Análise crítica sobre a interpretação da súmula 73/TSE e os riscos de subjetividade no julgamento de ações envolvendo cotas de gênero.

sexta-feira, 12 de setembro de 2025

Atualizado em 11 de setembro de 2025 13:17

A participação feminina na política tem sido objeto de constante debate e aprimoramento legislativo-eleitoral na última década, como forma de combater a histórica sub-representação das mulheres nos espaços de poder. As ações afirmativas, como a reserva de candidaturas por gênero, assumem papel central no fortalecimento da democracia e na promoção da igualdade material entre os gêneros.

Foi nesse cenário que o TSE, em maio de 2024, editou o enunciado da súmula 73 que diz: 

A fraude à cota de gênero, consistente no que diz respeito ao percentual mínimo de 30% de candidaturas femininas, nos termos do art. 10, § 3º, da Lei 9.504/1997, configura-se com a presença de um ou alguns dos seguintes elementos, quando os fatos e as circunstâncias do caso concreto assim permitirem concluir: 1) votação zerada ou inexpressiva; 2) prestação de contas zerada, padronizada ou ausência de movimentação financeira relevante; e 3) ausência de atos efetivos de campanha, divulgação ou promoção da candidatura de terceiros.

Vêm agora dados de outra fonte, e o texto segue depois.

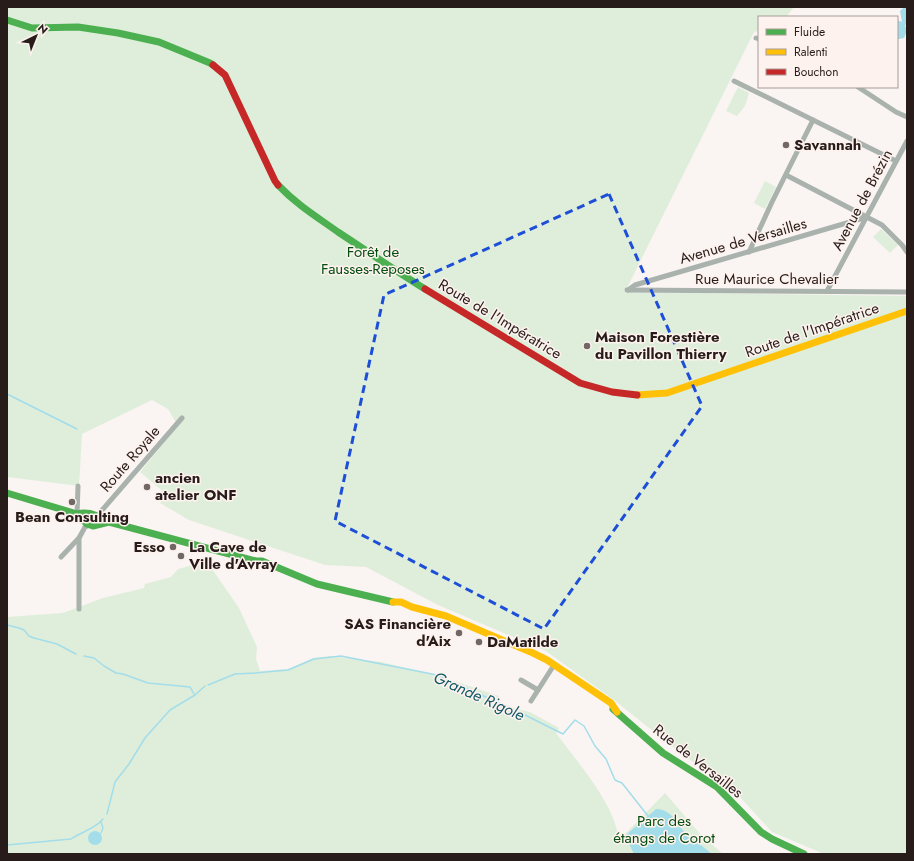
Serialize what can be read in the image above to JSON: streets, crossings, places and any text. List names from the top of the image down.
{
  "streets": {
    "street": [
      "Avenue de Brézin",
      "Avenue de Versailles",
      "Rue Maurice Chevalier",
      "Route de l'Impératrice",
      "Route Royale",
      "Rue de Versailles"
    ]
  },
  "crossings": [
    ["Avenue de Brézin", "Avenue de Versailles"],
    ["Avenue de Brézin", "Rue Maurice Chevalier"],
    ["Avenue de Versailles", "Rue Maurice Chevalier"]
  ],
  "water": ["Grande Rigole"],
  "parks": ["Forêt de Fausses-Reposes", "Parc des étangs de Corot"],
  "places": [
    "Savannah",
    "Maison Forestière du Pavillon Thierry",
    "ancien atelier ONF",
    "Bean Consulting",
    "Esso",
    "La Cave de Ville d'Avray",
    "SAS Financière d'Aix",
    "DaMatilde"
  ],
  "legend": ["Fluide", "Ralenti", "Bouchon"],
  "north": "top right"
}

O entendimento sumular surge como um importante instrumento de combate às fraudes à cota de gênero, ao consolidar o entendimento de que a utilização de candidaturas fictícias, com o único propósito de atender formalmente ao percentual legal, pode acarretar a invalidação de toda a chapa proporcional. Tal posicionamento reafirma o compromisso da Justiça Eleitoral com a integridade do processo democrático e com a efetividade das normas voltadas à inclusão.  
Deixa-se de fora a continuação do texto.